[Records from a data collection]
==*==

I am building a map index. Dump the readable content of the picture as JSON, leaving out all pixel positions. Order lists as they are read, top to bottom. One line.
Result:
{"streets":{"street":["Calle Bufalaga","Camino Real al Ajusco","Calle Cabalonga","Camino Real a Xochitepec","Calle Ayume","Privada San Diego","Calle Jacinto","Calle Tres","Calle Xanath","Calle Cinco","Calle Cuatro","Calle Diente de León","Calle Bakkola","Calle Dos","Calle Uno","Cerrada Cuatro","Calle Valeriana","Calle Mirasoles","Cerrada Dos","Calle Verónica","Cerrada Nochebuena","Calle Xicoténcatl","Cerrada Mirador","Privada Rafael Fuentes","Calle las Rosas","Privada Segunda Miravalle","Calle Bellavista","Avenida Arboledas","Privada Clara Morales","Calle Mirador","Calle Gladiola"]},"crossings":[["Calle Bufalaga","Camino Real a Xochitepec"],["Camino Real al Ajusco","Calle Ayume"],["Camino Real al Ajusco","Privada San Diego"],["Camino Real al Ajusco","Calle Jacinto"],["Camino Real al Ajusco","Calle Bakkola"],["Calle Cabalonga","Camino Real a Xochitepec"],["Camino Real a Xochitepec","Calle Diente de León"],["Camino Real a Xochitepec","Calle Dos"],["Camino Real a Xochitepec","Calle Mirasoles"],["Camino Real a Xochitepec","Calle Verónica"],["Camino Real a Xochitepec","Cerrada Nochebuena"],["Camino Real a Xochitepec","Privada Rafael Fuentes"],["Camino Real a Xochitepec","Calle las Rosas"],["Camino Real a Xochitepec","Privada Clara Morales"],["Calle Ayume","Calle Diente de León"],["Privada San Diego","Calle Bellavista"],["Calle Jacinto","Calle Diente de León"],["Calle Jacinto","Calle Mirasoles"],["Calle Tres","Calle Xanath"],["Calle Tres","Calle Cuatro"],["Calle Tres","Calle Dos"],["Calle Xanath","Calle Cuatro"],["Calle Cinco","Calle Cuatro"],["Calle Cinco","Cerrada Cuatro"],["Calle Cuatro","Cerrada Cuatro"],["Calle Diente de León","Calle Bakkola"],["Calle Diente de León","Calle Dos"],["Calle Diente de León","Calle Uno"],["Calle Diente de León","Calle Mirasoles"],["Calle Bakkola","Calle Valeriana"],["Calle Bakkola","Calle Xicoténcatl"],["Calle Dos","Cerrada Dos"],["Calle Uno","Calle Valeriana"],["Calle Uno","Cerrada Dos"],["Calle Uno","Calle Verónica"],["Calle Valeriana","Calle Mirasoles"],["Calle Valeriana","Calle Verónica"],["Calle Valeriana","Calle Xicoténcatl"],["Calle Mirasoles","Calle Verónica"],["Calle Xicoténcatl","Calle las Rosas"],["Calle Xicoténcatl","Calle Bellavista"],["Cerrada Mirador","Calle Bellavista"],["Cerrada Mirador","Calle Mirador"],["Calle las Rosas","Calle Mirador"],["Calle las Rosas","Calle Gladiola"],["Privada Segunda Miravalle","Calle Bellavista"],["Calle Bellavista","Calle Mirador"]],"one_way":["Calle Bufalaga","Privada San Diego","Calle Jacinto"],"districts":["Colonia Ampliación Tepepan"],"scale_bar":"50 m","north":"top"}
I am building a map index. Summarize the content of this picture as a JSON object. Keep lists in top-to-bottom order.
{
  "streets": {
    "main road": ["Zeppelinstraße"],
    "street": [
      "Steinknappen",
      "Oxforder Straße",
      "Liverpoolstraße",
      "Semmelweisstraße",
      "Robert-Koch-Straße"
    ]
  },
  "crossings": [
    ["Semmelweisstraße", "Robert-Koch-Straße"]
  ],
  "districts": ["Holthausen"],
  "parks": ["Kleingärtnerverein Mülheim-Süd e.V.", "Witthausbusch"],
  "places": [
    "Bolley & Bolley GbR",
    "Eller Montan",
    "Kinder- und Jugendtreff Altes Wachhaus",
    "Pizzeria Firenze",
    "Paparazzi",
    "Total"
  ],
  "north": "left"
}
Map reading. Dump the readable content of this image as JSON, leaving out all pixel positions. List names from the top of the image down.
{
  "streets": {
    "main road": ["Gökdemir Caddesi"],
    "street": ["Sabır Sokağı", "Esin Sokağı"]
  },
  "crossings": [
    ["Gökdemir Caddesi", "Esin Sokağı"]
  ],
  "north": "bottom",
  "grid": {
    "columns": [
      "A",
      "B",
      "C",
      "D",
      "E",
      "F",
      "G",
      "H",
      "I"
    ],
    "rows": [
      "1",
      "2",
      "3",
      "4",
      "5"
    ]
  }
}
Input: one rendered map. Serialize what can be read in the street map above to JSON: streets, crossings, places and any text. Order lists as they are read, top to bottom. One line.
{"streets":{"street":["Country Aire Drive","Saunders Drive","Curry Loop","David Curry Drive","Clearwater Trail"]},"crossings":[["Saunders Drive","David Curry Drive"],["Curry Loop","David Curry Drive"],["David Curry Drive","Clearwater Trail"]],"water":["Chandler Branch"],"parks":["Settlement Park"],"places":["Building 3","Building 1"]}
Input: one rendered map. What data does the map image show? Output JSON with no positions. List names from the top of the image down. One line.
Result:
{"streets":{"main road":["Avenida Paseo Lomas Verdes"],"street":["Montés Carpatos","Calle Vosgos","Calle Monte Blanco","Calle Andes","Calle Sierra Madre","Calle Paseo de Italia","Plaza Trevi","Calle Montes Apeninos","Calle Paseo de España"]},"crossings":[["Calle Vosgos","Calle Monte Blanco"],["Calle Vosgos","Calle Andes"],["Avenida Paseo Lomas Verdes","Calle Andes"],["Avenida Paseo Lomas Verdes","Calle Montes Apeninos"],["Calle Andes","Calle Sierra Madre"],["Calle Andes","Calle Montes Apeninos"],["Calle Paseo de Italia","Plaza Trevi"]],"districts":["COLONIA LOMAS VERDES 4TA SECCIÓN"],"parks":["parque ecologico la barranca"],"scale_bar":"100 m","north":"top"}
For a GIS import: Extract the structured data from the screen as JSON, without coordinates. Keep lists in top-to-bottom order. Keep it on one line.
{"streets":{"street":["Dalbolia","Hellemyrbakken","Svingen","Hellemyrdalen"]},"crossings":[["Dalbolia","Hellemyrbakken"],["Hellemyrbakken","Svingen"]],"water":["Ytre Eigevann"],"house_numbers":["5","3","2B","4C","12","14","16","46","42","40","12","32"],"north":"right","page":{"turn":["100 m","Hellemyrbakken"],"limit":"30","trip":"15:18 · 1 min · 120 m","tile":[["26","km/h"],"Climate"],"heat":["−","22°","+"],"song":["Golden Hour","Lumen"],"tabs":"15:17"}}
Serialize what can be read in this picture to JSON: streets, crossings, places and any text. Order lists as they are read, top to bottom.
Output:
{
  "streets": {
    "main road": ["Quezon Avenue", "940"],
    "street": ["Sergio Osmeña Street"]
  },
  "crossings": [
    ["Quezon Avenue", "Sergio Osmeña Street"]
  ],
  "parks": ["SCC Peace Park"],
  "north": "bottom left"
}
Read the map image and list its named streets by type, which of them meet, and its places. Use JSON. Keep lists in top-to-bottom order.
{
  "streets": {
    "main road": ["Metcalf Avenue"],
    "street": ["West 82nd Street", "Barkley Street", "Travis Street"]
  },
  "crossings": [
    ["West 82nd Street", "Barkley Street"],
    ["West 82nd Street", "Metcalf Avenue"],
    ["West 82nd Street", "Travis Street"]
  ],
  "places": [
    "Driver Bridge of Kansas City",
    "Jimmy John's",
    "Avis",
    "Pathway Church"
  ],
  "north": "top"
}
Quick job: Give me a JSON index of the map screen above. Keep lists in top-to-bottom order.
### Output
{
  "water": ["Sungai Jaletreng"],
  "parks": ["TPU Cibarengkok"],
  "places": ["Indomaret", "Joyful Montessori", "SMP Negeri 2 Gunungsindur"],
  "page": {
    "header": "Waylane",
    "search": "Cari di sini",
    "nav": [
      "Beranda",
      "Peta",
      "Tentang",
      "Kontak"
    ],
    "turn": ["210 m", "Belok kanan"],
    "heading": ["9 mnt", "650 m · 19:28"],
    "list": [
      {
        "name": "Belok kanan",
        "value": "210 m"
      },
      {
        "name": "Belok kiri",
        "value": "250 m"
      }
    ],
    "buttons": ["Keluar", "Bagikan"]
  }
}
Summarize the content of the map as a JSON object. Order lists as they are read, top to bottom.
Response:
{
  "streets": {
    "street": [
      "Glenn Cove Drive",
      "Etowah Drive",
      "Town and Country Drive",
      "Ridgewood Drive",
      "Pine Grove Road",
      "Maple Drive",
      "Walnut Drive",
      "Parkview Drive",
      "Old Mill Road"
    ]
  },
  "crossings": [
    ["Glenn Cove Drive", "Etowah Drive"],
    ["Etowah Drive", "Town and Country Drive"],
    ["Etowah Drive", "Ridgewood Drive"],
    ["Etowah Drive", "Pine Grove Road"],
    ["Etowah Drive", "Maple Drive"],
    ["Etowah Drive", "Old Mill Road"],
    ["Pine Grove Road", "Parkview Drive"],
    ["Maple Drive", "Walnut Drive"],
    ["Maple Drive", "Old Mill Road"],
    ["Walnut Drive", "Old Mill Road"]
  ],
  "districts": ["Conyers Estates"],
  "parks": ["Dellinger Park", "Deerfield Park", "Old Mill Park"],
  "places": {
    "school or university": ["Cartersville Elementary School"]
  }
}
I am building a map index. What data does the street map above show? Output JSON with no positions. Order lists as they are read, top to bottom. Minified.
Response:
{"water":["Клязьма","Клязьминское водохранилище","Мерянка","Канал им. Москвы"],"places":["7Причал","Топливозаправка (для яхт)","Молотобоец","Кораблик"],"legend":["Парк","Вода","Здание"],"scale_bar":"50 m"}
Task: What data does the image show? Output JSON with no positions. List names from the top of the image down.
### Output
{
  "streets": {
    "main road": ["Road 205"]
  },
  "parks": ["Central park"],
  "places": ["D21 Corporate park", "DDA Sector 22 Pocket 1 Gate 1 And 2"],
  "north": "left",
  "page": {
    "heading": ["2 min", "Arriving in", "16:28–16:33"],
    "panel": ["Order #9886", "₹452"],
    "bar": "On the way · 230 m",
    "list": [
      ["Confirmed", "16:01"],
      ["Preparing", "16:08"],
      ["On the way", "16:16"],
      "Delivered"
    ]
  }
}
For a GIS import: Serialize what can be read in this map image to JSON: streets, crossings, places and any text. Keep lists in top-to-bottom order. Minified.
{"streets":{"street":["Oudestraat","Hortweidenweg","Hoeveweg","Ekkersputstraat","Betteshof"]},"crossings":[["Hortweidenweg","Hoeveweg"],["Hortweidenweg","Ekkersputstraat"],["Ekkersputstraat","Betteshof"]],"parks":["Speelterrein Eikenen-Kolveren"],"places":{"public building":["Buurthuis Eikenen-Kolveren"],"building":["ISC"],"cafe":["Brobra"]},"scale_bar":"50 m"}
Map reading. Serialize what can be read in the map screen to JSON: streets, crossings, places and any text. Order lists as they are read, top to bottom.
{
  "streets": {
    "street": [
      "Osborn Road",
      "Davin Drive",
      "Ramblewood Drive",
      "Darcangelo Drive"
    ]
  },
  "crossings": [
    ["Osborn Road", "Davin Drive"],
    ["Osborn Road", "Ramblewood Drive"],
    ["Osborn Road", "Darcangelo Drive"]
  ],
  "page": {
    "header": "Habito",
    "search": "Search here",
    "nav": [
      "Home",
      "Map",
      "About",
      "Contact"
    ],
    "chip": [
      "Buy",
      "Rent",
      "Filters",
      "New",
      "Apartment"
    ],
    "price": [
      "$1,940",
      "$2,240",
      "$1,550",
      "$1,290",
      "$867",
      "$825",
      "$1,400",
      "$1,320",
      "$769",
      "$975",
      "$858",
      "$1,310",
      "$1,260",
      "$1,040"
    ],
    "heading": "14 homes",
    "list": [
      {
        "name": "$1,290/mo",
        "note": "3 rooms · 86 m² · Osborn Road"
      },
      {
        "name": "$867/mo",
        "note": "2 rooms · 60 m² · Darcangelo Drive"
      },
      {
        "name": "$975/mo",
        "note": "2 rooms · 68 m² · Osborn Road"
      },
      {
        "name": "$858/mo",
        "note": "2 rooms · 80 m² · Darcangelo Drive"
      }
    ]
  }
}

==*==

REQUIREMENT: Go through the entries and return each line where the word "does" occurs.

EXERCISE RESPONSE:
Input: one rendered map. What data does the map image show? Output JSON with no positions. List names from the top of the image down. One line.
I am building a map index. What data does the street map above show? Output JSON with no positions. Order lists as they are read, top to bottom. Minified.
Task: What data does the image show? Output JSON with no positions. List names from the top of the image down.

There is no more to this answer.